“你离开的话,我一定会想你的。”

    “一把伞容不下第三个人。”

    “你再胡说八道些过分的话,我这辈子都不想再看见你。”

    ……

    清晨,阳光透过窗帘缝隙照在脸颊上,贺野缓缓睁开眼。

    撑起上半身,无精打采抓过闹钟瞥了眼。

    一愣,八点二十。

    “……迟到了。”

    “这个月第六次了吧?”班主任挑高的音调里按捺着暴风骤雨。

    “第七次。”贺野纠正。

    无奈一顿,班主任缓缓吐了口气,双手从叉腰换到身前交叉,“下午放学前,我要见到你家长。”

    抬起头本想再爆发两句,在触及面前那双死气沉沉的眼睛后,却只无奈叹了口气,最终只是挥挥手,示意贺野离开。

    被驱逐的人还没走利索,就听见身后隔壁桌的老师压着声音、饱含同情安慰了句“辛苦你了,对付这种死不怕开水烫的学生,是最磨脾气的。”

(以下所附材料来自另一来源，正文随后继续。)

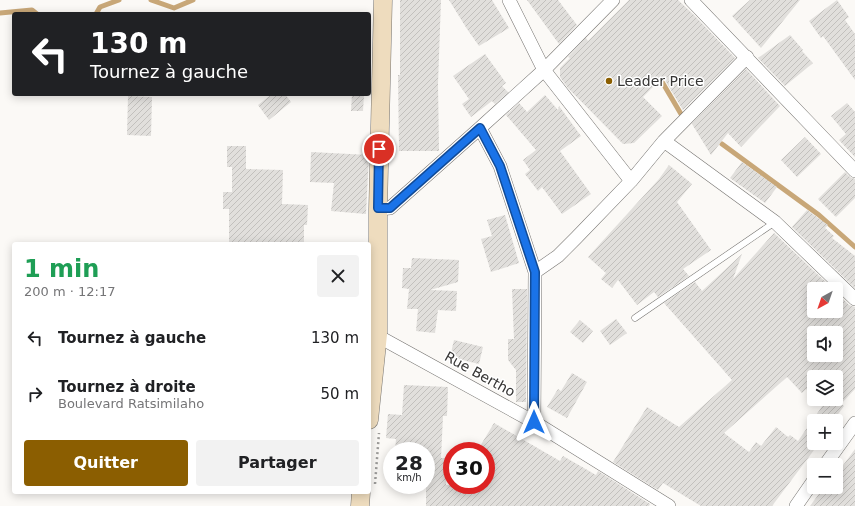 <!DOCTYPE html>
<html lang="fr">
<head>
<meta charset="utf-8">
<style>
	:root { --surface:#fff; --page:#f2f2f2; --text:#202124; --muted:#757577; --accent:#8b5e01 }
	body { margin:0; font-family:"DejaVu Sans",sans-serif; background:var(--page); color:var(--text); height:100vh; display:flex; flex-direction:column; font-size:15px; white-space:nowrap }
	* { box-sizing:border-box; margin:0 }
	p { font-size:13px; color:var(--muted) }
	.icon { flex:none; width:22px; height:22px; fill:none; stroke:currentColor; stroke-width:2; stroke-linecap:round; stroke-linejoin:round }
	.map { position:relative; flex:1; overflow:hidden }
	.sheet { position:absolute; left:12px; top:242px; width:359px; height:252px; display:flex; flex-direction:column; background:var(--surface); border-radius:4px; box-shadow:0 2px 10px #0003 }
	.sheet>* { flex:none }
	.hud { position:absolute; left:12px; top:12px; width:359px; height:84px; border-radius:4px; box-shadow:0 2px 10px #0003; background:#202124; color:#fff; overflow:hidden }
	.needle { width:26px; rotate:220deg }
	.fabs { position:absolute; left:807px; top:282px; display:grid; gap:8px }
	.fabs a { display:grid; place-items:center; width:36px; height:36px; border-radius:4px; background:var(--surface); box-shadow:0 2px 10px #0003; font-size:20px }
	.speed { position:absolute; left:383px; top:442px; display:flex; gap:8px; font-size:20px; font-weight:700; text-align:center }
	.speed>* { display:grid; place-content:center; width:52px; height:52px; border-radius:50%; background:var(--surface); box-shadow:0 2px 10px #0003; line-height:1 }
	.speed small { font-size:10px; font-weight:400 }
	.speed .limit { border:6px solid #d22; background:#fff; color:#111 }
	.pin { position:absolute; display:grid; place-items:center; width:34px; height:34px; color:#fff; margin:-17px; border:2px solid #fff; border-radius:50%; box-shadow:0 1px 4px #0007 }
	.me { position:absolute; width:44px; margin:-22px; rotate:0deg; stroke-linejoin:round; filter:drop-shadow(0 0 3px #0008) }
	.turn { display:flex; align-items:center; gap:14px; height:84px; padding:0 12px; font-size:18px }
	.turn .icon { width:52px; height:52px; stroke-width:2.5 }
	.turn b { display:block; font-size:28px; line-height:34px }
	.round { display:grid; place-items:center; flex:none; width:42px; height:42px; border-radius:4px; background:var(--page) }
	.overview { display:flex; align-items:center; justify-content:space-between; height:68px; padding:0 12px }
	h1 { font-size:24px; font-weight:600; line-height:30px; color:#1e9e55 }
	.primary-button { display:flex; gap:8px; margin-top:auto; padding:8px 12px }
	.primary-button a { flex:1; height:46px; border-radius:4px; background:var(--accent); color:#fff; font-size:16px; font-weight:600; line-height:46px; text-align:center }
	.primary-button a+a { background:var(--page); color:var(--text) }
	ul { padding:0; list-style:none }
	li { display:flex; align-items:center; gap:12px; height:56px; padding:0 12px }
	li div { flex:1 }
	li b { display:block; font-size:15px }
	li em { font-style:normal }
	.map>svg:first-child { display:block }
</style>
</head>
<body>
<div class="map">
<svg width="855" height="506" viewBox="0 0 855 506">
	<defs>
		<pattern id="building-hatch" width="6" height="6" patternUnits="userSpaceOnUse"><rect width="6" height="6" fill="#e1dfdc"/><path d="M-1 1l2-2M0 6l6-6M5 7l2-2" fill="none" stroke="#c2c0bd"/></pattern>
	</defs>
	<rect width="100%" height="100%" fill="#fbf9f6"/>
	<g fill="none" stroke-linecap="round" stroke-linejoin="round">
		<!-- stream -->
		<path stroke="#c8a778" stroke-width="5" d="M151,0L174,8L193,0
			M0,13L32,10L37,14
			M96,14L100,7L119,0
			M658,75L681,114
			M722,144L819,215L855,247"/>
	</g>
	<!-- building -->
	<path fill="url(#building-hatch)" fill-rule="evenodd" d="M400,0H441L438,84L439,151H399L398,75H400Z
		M449,0H492L509,28L479,46L467,29Z
		M527,0H558L577,25L559,44Z
		M629,0H678L694,15L735,58L683,110L663,77L643,97L662,116L634,143L623,144L568,88L560,77V68L570,58L568,57L586,38L588,41Z
		M750,0H800L761,48L732,16Z
		M837,0L849,17L845,20L855,34V80L823,36L821,38L809,21Z
		M790,35L803,50L802,51L813,63L785,86L758,58Z
		M485,54L506,83L502,86L508,92L495,104L492,101L471,117L462,104L469,99L453,76Z
		M746,69L780,106L741,147L728,133L711,155L692,124Z
		M272,94H285L291,102L269,120L258,105Z
		M352,94L364,95L363,111H351Z
		M545,95L558,110L559,106L581,136L560,151L591,194L562,214L542,187L538,191L525,174L530,170L523,160L536,150L506,115L519,103L527,112Z
		M128,96L152,97L151,136L127,135Z
		M847,103L855,112V157L839,140L846,134L831,116Z
		M805,137L821,154L797,177L781,160Z
		M227,146H246V169L283,170L282,204L308,205L307,225H304V244H229V209H223V192H232V167H227Z
		M311,152L369,155L366,214L331,211L334,183L310,182Z
		M742,162L777,187L765,203L730,178Z
		M669,165L692,184L677,202L711,250L683,269L689,276L658,297L654,292L637,305L618,280L612,288L601,279L606,273L588,257L659,179Z
		M845,172L850,177L855,179V198L836,217L818,199Z
		M807,210L828,225L825,228L834,236L832,238L855,256V288L792,227Z
		M505,215L519,263L491,272L481,239L492,236L487,220Z
		M774,233L833,289H814V311H836V292L849,305L855,307V389L841,404L844,406L833,421H814V450L772,506H701L663,483L658,490L613,462L647,407L679,427L732,380L664,303L695,282L702,291L742,254L733,279ZM814,333H836V355H814ZM787,377L802,393L806,389L814,396V377H836V399H817L823,405L798,441L790,435L788,437L776,427L761,446L756,442L749,452L724,433Z
		M412,258L459,260L458,282L430,290L457,291L456,311L438,310L435,333L416,331L418,309H407L409,289L402,288L403,268H411Z
		M512,289H527L526,402H516V370L508,360V339H514Z
		M616,319L627,333L610,345L600,331Z
		M580,320L593,331L583,343L570,332Z
		M454,340L483,347L479,364L450,357Z
		M572,373L587,382L567,418L547,407L558,389L561,391Z
		M404,385L448,387L447,416H443L441,458H447L446,485H486V451L479,448L494,423L560,461L563,456L596,475L598,471L650,504L649,506H426V451H395L396,439L386,438L388,414L402,415Z
		M855,449V506H810L824,487H836V475Z"/>
	<g fill="none" stroke-linecap="round" stroke-linejoin="round">
		<defs>
			<path id="service" d="M635,318L775,222"/>
			<path id="minor" d="M509,0L544,70L631,181
				M691,0L855,171
				M480,128L500,166L535,272L534,422
				M664,141L775,222L855,299
				M378,209L390,208L480,128L544,70L613,0
				M535,272L558,256L576,238L631,181L664,141L747,57
				M378,334L383,339L534,422L669,506
				M825,465L855,423
				M796,506L814,480"/>
			<path id="secondary" d="M369,420L378,334V209L383,0
				M360,506L361,492"/>
		</defs>
		<!-- service casing -->
		<use href="#service" stroke="#767471" stroke-width="7"/>
		<!-- minor casing -->
		<use href="#minor" stroke="#767471" stroke-width="14"/>
		<!-- secondary casing -->
		<use href="#secondary" stroke="#767471" stroke-width="19"/>
		<!-- path -->
		<path stroke="#9d9c9a" stroke-width="2.5" stroke-dasharray="2 3" stroke-linecap="butt" d="M375,484L379,433"/>
		<!-- service -->
		<use href="#service" stroke="#fff" stroke-width="6"/>
		<!-- minor -->
		<use href="#minor" stroke="#fff" stroke-width="13"/>
		<!-- secondary -->
		<use href="#secondary" stroke="#eedcbe" stroke-width="18"/>
	</g>
	<g fill="none" stroke-linecap="round" stroke-linejoin="round">
		<defs>
			<path id="route" d="M379,149L378,208H390L480,128L500,166L535,272L534,422"/>
		</defs>
		<!-- route casing -->
		<use href="#route" stroke="#114b97" stroke-width="10"/>
		<!-- route -->
		<use href="#route" stroke="#1a73e8" stroke-width="7"/>
	</g>
	<!-- markers -->
	<circle fill="#8b5e01" stroke="#fff" stroke-width="1.5" cx="609" cy="81" r="4"/>
	<g text-anchor="middle" stroke-width="3" stroke-linejoin="round" paint-order="stroke">
		<!-- poi labels -->
		<g font-size="14" fill="#363534" stroke="#fff" text-anchor="start">
			<text x="617" y="86">Leader Price</text>
		</g>
		<!-- street labels -->
		<g font-size="14" fill="#363534" stroke="#fff">
			<text transform="translate(480 374) rotate(29)" y="5">Rue Bertho</text>
		</g>
	</g>
</svg>
<div class="fabs">
<a><svg class="needle" viewBox="-14 -14 28 28"><path d="M0-13l5 13h-10z" fill="#e53935"/><path d="M0 13l5-13h-10z" fill="#757577"/></svg></a>
<a><svg class="icon" aria-label="sound" viewBox="0 0 24 24"><path d="M4 9h4l5-4v14l-5-4H4zM17 9q2 3 0 6"/></svg></a>
<a><svg class="icon" aria-label="layers" viewBox="0 0 24 24"><path d="M12 4l9 5-9 5-9-5zM3 14l9 5 9-5"/></svg></a>
<a>+</a>
<a>−</a>
</div>
<div class="speed"><div>28<small>km/h</small></div><div class="limit">30</div></div>
<div class="pin" style="left:379px;top:149px;background:#d93025"><svg class="icon" aria-label="arrive" viewBox="0 0 24 24"><path d="M6 21V4h12l-3 4 3 4H6"/></svg></div>
<svg class="me" style="left:534px;top:422px" viewBox="-20 -20 40 40"><path d="M0-17L14 15 0 8-14 15z" fill="#1a73e8" stroke="#fff" stroke-width="4"/></svg>
<div class="hud">
<div class="turn"><svg class="icon" aria-label="left" viewBox="0 0 24 24"><path d="M17 20v-9H6M10 6l-5 5 5 5"/></svg><div><b>130 m</b>Tournez à gauche</div></div>
</div>
<section class="sheet">
<div class="overview"><div><h1>1 min</h1><p>200 m · 12:17</p></div><a class="round"><svg class="icon" aria-label="close" viewBox="0 0 24 24"><path d="M6 6l12 12M18 6L6 18"/></svg></a></div>
<ul>
<li><svg class="icon" aria-label="left" viewBox="0 0 24 24"><path d="M17 20v-9H6M10 6l-5 5 5 5"/></svg><div><b>Tournez à gauche</b></div><em>130 m</em></li>
<li><svg class="icon" aria-label="right" viewBox="0 0 24 24"><path d="M7 20v-9h11M14 6l5 5-5 5"/></svg><div><b>Tournez à droite</b><p>Boulevard Ratsimilaho</p></div><em>50 m</em></li>
</ul>
<div class="primary-button"><a>Quitter</a><a>Partager</a></div>
</section>
</div>
</body>
</html> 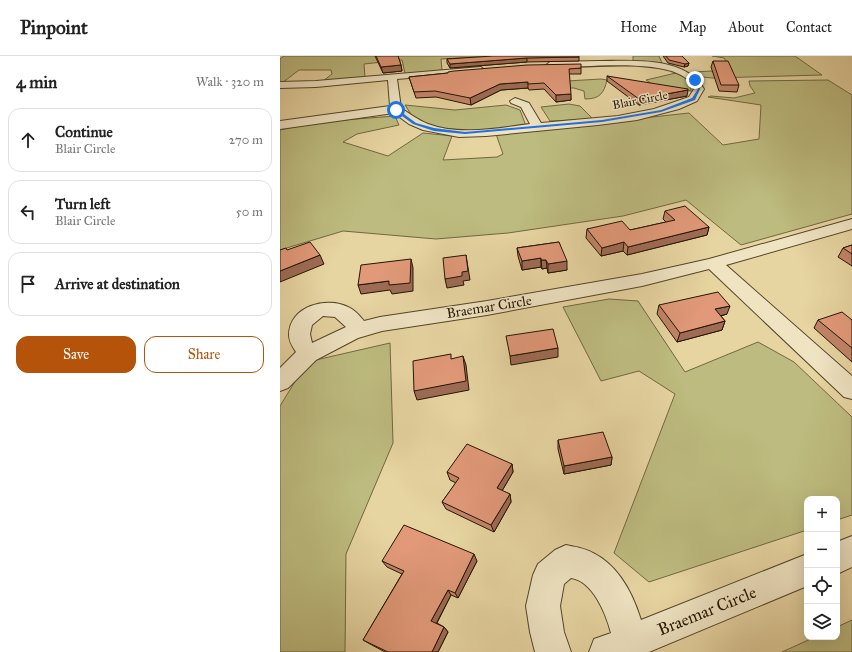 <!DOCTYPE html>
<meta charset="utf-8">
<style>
:root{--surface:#fff;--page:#f2f2f2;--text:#222;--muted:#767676;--line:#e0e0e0;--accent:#b45309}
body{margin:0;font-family:"IM FELL Great Primer",serif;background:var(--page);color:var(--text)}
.controls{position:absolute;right:12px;bottom:12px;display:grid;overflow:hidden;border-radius:8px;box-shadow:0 4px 16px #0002}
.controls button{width:36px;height:36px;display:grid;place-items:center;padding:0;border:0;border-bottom:1px solid var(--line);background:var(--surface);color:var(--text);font:20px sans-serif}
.stop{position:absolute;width:12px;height:12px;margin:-9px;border:3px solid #1a73e8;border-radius:50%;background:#fff}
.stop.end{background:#1a73e8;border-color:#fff;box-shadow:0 1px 4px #0008}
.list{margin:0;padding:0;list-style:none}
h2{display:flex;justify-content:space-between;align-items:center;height:52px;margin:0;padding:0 16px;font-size:17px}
h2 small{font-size:13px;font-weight:400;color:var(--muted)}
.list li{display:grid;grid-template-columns:26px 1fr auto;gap:12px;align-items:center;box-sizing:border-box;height:64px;margin:0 8px 8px;padding:0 8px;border:1px solid var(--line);border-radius:12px}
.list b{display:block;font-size:15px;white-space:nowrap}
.list p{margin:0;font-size:13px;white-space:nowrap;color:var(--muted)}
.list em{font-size:13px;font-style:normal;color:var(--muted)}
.actions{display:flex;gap:8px;padding:12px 16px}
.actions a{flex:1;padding:9px 0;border:1px solid var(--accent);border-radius:12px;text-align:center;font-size:14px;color:var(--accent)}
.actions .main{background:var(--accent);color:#fff}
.icon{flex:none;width:22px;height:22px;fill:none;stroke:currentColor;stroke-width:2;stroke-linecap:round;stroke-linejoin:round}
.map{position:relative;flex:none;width:572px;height:596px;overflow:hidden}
header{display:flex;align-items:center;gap:24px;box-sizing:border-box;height:56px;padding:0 20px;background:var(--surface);border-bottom:1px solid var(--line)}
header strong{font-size:19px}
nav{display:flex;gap:22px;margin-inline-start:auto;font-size:14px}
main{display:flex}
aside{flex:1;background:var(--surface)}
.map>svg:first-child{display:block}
</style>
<header>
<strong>Pinpoint</strong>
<nav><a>Home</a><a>Map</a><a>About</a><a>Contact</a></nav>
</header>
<main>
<aside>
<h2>4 min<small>Walk · 320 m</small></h2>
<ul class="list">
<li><svg class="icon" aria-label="ahead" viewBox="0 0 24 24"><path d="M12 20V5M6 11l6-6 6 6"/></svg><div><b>Continue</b><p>Blair Circle</p></div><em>270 m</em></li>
<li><svg class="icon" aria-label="left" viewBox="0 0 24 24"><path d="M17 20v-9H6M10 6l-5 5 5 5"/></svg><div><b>Turn left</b><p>Blair Circle</p></div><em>50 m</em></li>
<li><svg class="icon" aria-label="arrive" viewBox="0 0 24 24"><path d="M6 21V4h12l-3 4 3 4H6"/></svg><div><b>Arrive at destination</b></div></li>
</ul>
<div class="actions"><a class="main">Save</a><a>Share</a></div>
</aside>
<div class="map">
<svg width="572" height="596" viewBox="0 0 572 596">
<rect width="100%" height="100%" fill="#e6d4a1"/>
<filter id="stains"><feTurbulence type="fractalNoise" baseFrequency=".005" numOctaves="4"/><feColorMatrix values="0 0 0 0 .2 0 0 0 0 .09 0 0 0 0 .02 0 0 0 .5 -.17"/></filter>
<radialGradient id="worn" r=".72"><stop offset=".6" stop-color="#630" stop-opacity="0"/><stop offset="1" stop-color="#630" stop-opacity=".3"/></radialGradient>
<!-- green -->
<path fill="#bdbb7f" stroke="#706840" d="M4,0h210l-53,3 1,11 -37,4 -3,-14 -38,4 1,13 -42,4 9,-7 -1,-4h-32l-17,13 -2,-1v-23z
M353,0h26l3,7 -29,-1z
M432,0h83l27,19 -110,3 -10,-1 -9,-5 39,-2 -8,-12z
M396,17l9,2 6,10v6l-33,-3 -12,-8z
M321,23l6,1c-3,13 -7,19 -22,19l-1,-8 -10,-3h-12l5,-7z
M548,24l24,15v119l-111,31 -55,-45 -63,16 -115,17 -72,6 -93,-8 -63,19v-120l38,-8 77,-6 4,9 -42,9 -14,8 45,14 35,-23 29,3 -9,24 54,-3 6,-3 -7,-20 193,-21 34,32 36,-6 2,-34 -53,-8 3,-1 23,2 21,-5 -5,-7 -1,-5z
M289,48l11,2 13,13 -43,2 -9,-14z
M125,49l50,5 51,-5 14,5 6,16 -55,5 -30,-3 -25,-6z
M329,243l29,2 47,71 73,-30 36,20 58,55v98l-15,5v-21h-30v31l-158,52 -35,-29 61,-159 -36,-23 -38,10 -38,-74z
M110,287l3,100 -47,111 -1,98h-65v-246l27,-44z
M572,564v32h-70l33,-15h22v-10z"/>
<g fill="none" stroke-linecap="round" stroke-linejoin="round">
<defs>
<path id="minor" d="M319,5c34,0 86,-5 105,28l-7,12 -18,8 -42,11 -39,5 -112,11 -27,1 -36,-7 -14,-6 -15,-11 -114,16v-8l110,-15 -2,-26 -72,7 -36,1v-6l36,-1 165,-14 2,2 -2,2 -3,1 -81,7 4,29c9,6 17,12 27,16 32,12 69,4 102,0l-9,-17 -10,-4 -1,-2 5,-3 14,5 12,20 77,-7 36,-7 35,-12 5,-8c-3,-7 -8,-12 -15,-15 -30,-14 -95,-7 -129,-6l-4,-3 4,-3z
M572,163v10l-126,36 126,111v23l-8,-2 -135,-128 -67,17 -155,29 -105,16 -24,7 -42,22 -28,28 -8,3v-23l16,-16c-3,-5 -7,-10 -7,-17 0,-29 38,-39 59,-28 7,3 12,9 16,14l16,-4 107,-16 155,-27 67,-15zM43,260l12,1 11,10 -34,16 -2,-9 2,-9z
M572,480v31l-15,7v-32z
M286,489c9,2 19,3 27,8 26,13 40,41 48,67l166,-66v32l-158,66h-60l5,-13 17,-6c-5,-19 -18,-52 -40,-55l-7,6 -4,22 4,26 7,20h-36l-5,-20 -4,-26 7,-31 5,-11 17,-14z"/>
</defs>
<!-- minor casing -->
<use href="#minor" stroke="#544528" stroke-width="2"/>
<!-- minor -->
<use href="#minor" fill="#efe3c2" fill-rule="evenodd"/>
</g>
<!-- wall -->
<path fill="#c28468" stroke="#241500" d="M95,0h23l3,9 1,6 -19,2z
M383,0h19l7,7 -1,3 -4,1 -16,-4z
M299,1v4l-52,1 -77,6 -3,-5v-4z
M433,5l26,24 -2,7 -18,-1 -8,-24z
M301,12v6h-12l2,26 -15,2 -12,-13 -15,1 -1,-2 -27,2 -30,15 -35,-8 -20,1 -7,-21 39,-4z
M327,20l80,20 -48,9 -32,-24z
M385,155l44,16 -2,8 -80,20 -4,-4 -22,5 -15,-18 1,-9 43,1 36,-8 -3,-3z
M279,186l8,28 -19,3 -1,-5 -5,1 -1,-2 -19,3 -4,-14 -1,-8z
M572,189v21l-14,-9 5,-9z
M379,249l68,9 -6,2 4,5 -3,9 -45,12 -20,-28z
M538,264h34v42l-38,-34z
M278,384l54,17 -1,8 -47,9 -6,-25z
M232,408l1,8 -11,19 8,3 1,8 -17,30 -48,-23 -4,-7 14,-19 -6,-3 -3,-8z
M102,505h95l-19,37 -7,-3 -14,28 7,4 4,5 -10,20h-53l-15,-8 -7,-4 39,-66 -15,-7z"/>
<!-- shaded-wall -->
<path fill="#9e6b55" stroke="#241500" d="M247,2v4l-77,6v-4z
M409,7l-1,3 -4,1 1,-3z
M121,9l1,6 -19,2 -2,-6z
M248,26v6l-27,2 -30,15 -1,-7 30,-14z
M408,34l-1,6 -48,9v-6z
M291,38v6l-15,2v-7z
M429,171l-2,8 -80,20 1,-8z
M344,186l-1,9 -22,5 1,-8z
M40,199l4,9 -44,18v-11z
M186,199l4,25 -7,1 1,4 -17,3 -2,-9 17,-7z
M261,202v9l-19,3v-9z
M131,203l2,9v23l-21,3 -2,-4 -29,4 -3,-9 31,-4z
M261,204h5l1,8 -5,1z
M287,205v9l-19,3v-9z
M450,250l-3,8 -15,4 3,-9z
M445,265l-3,9 -45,12 3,-9z
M278,292v9l-47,8 -1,-9z
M183,300l3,9 3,25 -52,10 -3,-9z
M332,401l-1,8 -47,9v-8z
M232,408l1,8 -14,24 -2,-8z
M230,438l1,8 -17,30 -3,-7z
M194,498l3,7 -19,37 -3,-5z
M168,534l3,5 -16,31 -4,-5z
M164,571l4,5 -10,20h-6z"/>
<!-- building -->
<path fill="#e19979" stroke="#241500" d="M96,0h22l3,9 -20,2z
M213,0h86v1l-52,1 -77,6 -3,-5z
M386,0h16l7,7 -4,1 -16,-4z
M433,5h15l11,24h-18z
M301,8v4l-12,1 2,25 -15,1 -12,-12 -16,1v-2l-28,2 -30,14 -35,-7 -21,1 -5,-15 39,-4v-1l6,-1 73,-6z
M327,20l81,13v1l-49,9z
M405,150l24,21 -81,20 -4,-5 -22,6 -15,-19 35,-8 8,9 45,-10 -10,-9z
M30,186l10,13 -40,16v-21l6,-2 1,2z
M279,186l8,19 -19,3 -2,-4h-5v-2l-19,3 -5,-13z
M572,189v9l-9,-6z
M186,199l2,16 -6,1v4l-17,3 -2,-21z
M131,203l-1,24 -21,2v-4l-31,4 3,-20z
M438,236l12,14 -15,3 10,12 -45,12 -21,-28z
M562,256l10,8v28l-34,-28z
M273,273l5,19 -48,8 -4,-20z
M171,298v5l12,-3 3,25 -52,10 -1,-30z
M323,376l9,25 -48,9 -6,-26z
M187,388l45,20 -15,24 13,6 -19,31 -49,-23 17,-24 -12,-6z
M124,469l70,29 -19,39 -7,-3 -17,31 13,6 -12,25h-44l-25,-12 41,-69 -22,-10z"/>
<!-- route -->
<path fill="#1a73e8" d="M413,24h3l4,9 -5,11 -34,12 -59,10 -137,12 -31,-3 -21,-7 -19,-14 3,-1 19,14 18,5 31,4 137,-12 59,-10 31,-12 6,-9z"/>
<g text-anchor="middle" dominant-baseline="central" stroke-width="3" stroke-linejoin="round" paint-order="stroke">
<!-- far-street labels -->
<g font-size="12" fill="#241500" stroke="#efe3c2">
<text transform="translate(360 44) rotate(-11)">Blair Circle</text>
</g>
<!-- street labels -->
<g font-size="14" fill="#241500" stroke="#efe3c2">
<text transform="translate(209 251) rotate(-9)">Braemar Circle</text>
</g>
<!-- near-street labels -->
<g font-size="17" fill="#241500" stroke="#efe3c2">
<text transform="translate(427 555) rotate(-22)">Braemar Circle</text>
</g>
</g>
<rect width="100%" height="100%" filter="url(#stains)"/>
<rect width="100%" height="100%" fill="url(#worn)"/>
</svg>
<div class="controls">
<button>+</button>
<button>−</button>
<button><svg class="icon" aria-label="locate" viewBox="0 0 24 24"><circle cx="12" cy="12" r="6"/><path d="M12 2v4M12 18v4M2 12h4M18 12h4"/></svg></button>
<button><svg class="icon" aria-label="layers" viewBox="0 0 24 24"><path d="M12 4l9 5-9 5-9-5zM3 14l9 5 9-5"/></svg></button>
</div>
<div class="stop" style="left:116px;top:54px"></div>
<div class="stop end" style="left:415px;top:24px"></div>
</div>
</main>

    贺野笑了笑,在心里表示赞同,加快步子将对话甩在身后。

    叫家长…

    叫谁呢?

    徘徊在楼梯拐角,掏出手机靠在围栏上翻看通讯录,贺野手指在备注名“爷爷”上方犹豫了片刻,轻轻一划,屏幕滚动着上翻,联系人的姓名们如同抽奖机窗格里“刷刷”翻页的幸运号码,等待抽奖人的眷顾,短暂快速地滚动过后、缓缓停下。

    滑动手指也随之悬停在了屏幕上方,看清备注名的一瞬间,仿佛被烫般一缩,贺野并不想碰触它。

    上课铃响了,同班的、外班的、认识的不认识的,路过她都要好奇扫个一两眼,毕竟平时很难从铃声催促下行色匆匆的气氛中找出她这么个气定神闲的异类。

    避开肩脚碰撞和好奇的目光们,贺野来到楼梯半腰处,等人走得差不多了,这才再次摁亮屏幕,正中仍定格在烫她手的那个联系人姓名上。

    犹豫着,她心一横摁了下去……

    数着听筒里的“嘟——嘟——”的连线声,跟她“咚咚”乱撞的心跳声相比,竟不知哪个更响,但一样惹人烦乱。

    数到第四声时,“喂?”猝不及防地,那头接通了。

    比起听觉到大脑的反应路径,听觉到手指的路径显然要更加畅通无阻些,就在大脑仍处于发懵状态时,手指已先一步地按下了挂断,只剩心跳“咚咚”乱砸,扯着筋往脑袋里冲撞。

    只是不想听到对方温暖又空洞的声音……

    大脑后知后觉给出解释。

    还好后续那边也跟贺野一样有默契,并没有回电话过来,也许这就是直系亲属的心灵感应?

    不过取而代之,对方很快发了短消息过来。

    撩亮屏幕扫了一眼,贺野并不着急回复,手机揣回兜里,在上课铃响五分钟后,乖乖回到教室门口喊报道、又乖乖接受罚站。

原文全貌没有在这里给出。